▸ Extracted information:
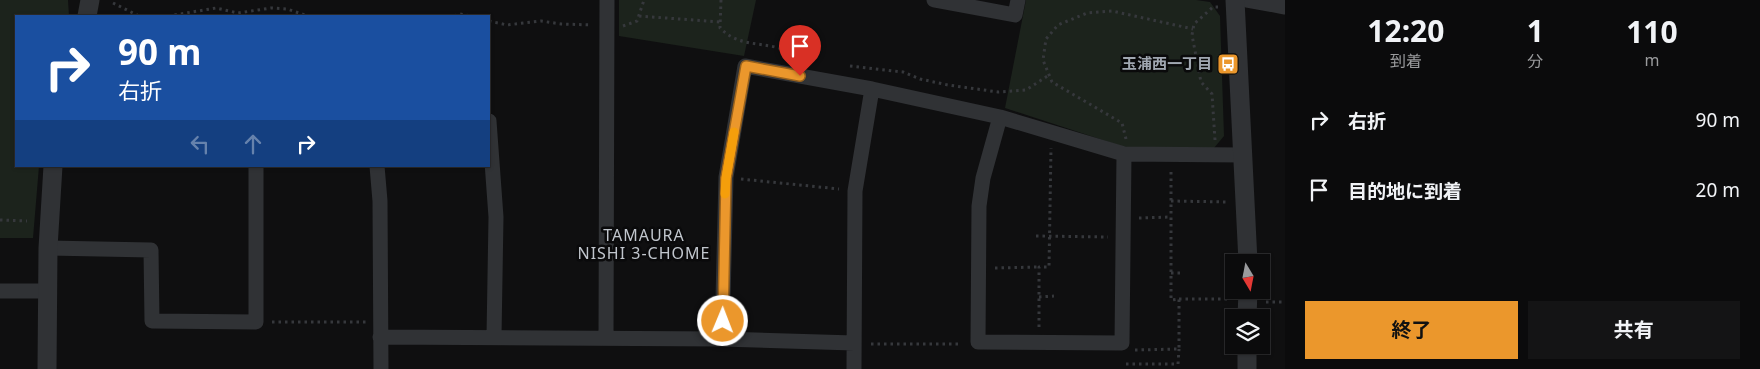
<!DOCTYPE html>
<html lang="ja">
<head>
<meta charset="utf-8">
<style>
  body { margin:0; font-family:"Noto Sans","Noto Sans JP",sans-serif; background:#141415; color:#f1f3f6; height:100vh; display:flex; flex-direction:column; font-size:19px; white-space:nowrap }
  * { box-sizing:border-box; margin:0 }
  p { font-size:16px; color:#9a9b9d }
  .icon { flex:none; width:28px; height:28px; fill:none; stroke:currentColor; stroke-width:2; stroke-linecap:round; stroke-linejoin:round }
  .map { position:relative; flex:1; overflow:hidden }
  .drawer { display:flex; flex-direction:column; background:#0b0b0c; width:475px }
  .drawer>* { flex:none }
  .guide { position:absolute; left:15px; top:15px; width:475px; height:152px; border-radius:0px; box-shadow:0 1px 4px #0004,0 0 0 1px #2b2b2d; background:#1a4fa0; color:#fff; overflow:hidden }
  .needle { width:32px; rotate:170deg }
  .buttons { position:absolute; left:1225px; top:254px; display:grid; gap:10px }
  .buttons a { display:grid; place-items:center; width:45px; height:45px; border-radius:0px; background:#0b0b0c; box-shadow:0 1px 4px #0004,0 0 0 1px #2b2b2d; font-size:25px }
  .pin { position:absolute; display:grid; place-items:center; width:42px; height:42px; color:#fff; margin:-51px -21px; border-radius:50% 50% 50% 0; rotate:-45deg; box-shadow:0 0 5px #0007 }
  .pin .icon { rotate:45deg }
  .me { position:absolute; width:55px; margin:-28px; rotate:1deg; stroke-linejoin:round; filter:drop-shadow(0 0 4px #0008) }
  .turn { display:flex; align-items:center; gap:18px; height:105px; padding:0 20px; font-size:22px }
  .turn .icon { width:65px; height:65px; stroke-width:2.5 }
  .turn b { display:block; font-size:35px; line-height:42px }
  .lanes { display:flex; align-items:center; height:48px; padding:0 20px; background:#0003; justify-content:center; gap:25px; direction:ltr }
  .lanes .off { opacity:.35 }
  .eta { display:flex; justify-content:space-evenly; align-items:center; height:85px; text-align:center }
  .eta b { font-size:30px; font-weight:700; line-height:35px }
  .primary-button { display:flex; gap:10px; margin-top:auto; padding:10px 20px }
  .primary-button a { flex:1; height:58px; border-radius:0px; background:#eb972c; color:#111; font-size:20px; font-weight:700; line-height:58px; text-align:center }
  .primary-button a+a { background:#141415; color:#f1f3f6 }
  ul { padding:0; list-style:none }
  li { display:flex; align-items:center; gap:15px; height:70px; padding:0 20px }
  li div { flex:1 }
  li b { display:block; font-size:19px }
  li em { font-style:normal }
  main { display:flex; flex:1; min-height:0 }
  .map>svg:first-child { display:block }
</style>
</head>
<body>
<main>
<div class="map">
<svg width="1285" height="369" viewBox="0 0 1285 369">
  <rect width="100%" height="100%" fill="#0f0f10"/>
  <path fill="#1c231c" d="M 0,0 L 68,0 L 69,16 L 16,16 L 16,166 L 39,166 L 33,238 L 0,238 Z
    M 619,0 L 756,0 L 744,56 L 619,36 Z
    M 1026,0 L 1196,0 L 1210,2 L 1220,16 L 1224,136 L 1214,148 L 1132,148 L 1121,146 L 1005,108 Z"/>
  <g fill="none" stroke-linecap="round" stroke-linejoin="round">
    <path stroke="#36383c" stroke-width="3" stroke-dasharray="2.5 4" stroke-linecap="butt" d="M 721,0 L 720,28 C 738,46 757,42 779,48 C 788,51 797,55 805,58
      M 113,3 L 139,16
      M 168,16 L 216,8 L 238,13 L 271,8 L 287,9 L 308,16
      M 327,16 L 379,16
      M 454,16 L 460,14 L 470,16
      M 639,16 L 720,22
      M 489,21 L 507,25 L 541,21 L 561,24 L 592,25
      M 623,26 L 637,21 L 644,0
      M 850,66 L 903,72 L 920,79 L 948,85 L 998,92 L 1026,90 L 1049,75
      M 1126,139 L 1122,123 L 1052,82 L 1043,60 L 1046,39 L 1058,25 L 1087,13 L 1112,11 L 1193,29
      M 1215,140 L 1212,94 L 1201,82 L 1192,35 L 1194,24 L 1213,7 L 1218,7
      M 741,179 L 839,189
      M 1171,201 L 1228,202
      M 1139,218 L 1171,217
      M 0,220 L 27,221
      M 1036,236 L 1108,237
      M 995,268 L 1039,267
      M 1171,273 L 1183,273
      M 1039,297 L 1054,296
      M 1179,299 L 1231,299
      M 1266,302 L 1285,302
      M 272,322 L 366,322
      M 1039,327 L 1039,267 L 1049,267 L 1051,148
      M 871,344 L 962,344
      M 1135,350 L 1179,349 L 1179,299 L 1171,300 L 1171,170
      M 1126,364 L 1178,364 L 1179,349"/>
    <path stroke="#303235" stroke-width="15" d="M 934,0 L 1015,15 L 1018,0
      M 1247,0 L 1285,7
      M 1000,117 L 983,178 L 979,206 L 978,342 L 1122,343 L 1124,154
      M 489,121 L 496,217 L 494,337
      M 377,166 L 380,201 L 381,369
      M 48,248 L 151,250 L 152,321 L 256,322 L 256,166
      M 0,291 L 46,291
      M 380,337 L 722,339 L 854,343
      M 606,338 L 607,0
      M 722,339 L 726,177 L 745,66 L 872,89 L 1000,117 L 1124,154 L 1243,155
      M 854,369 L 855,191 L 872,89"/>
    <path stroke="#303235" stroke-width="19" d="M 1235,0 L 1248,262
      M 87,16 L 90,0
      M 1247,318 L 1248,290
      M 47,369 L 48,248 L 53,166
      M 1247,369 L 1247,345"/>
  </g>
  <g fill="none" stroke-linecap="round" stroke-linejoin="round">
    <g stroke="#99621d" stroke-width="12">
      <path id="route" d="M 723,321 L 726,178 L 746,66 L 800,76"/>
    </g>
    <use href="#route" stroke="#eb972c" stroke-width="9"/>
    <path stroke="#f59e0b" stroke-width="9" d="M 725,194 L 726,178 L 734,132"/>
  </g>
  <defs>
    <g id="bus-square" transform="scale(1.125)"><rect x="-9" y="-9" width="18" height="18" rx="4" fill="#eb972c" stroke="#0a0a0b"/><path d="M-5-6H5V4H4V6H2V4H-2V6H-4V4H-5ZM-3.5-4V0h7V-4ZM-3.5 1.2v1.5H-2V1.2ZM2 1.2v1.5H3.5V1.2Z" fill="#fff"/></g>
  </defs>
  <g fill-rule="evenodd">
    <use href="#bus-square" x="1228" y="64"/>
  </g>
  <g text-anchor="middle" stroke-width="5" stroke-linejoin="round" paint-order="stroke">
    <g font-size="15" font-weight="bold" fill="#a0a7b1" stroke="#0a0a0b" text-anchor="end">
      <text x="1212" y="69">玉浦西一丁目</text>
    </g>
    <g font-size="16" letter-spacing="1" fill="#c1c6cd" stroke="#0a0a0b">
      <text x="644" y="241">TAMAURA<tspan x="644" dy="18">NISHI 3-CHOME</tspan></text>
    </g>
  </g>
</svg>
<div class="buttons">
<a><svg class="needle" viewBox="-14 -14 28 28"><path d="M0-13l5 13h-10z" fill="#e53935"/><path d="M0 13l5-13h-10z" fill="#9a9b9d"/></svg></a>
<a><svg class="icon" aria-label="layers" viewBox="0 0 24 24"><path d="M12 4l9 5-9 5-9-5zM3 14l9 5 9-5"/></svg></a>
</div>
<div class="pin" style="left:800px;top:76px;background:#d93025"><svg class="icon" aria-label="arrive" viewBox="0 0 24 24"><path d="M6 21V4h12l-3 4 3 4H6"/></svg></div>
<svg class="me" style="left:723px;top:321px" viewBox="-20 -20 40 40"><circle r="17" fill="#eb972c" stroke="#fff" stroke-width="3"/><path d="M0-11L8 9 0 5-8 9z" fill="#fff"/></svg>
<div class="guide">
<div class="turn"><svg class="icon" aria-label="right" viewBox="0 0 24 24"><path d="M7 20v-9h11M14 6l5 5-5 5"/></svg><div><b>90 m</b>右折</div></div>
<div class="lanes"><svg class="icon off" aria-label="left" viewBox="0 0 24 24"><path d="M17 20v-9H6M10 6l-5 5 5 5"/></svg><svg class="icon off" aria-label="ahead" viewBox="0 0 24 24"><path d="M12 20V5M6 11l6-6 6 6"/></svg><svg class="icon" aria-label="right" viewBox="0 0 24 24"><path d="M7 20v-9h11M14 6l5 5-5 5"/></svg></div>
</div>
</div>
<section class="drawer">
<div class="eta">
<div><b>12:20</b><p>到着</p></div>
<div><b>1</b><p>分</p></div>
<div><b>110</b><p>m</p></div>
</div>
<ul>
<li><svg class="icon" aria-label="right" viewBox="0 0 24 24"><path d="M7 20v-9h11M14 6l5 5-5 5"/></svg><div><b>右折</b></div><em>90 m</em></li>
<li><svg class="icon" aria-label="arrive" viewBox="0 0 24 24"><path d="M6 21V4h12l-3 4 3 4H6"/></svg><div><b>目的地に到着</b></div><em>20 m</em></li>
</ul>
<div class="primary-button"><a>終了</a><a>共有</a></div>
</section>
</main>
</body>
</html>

▸ Problem: Show each line from the listing above that includes the word "rotate".

▸ Written answer:
  .needle { width:32px; rotate:170deg }
  .pin { position:absolute; display:grid; place-items:center; width:42px; height:42px; color:#fff; margin:-51px -21px; border-radius:50% 50% 50% 0; rotate:-45deg; box-shadow:0 0 5px #0007 }
  .pin .icon { rotate:45deg }
  .me { position:absolute; width:55px; margin:-28px; rotate:1deg; stroke-linejoin:round; filter:drop-shadow(0 0 4px #0008) }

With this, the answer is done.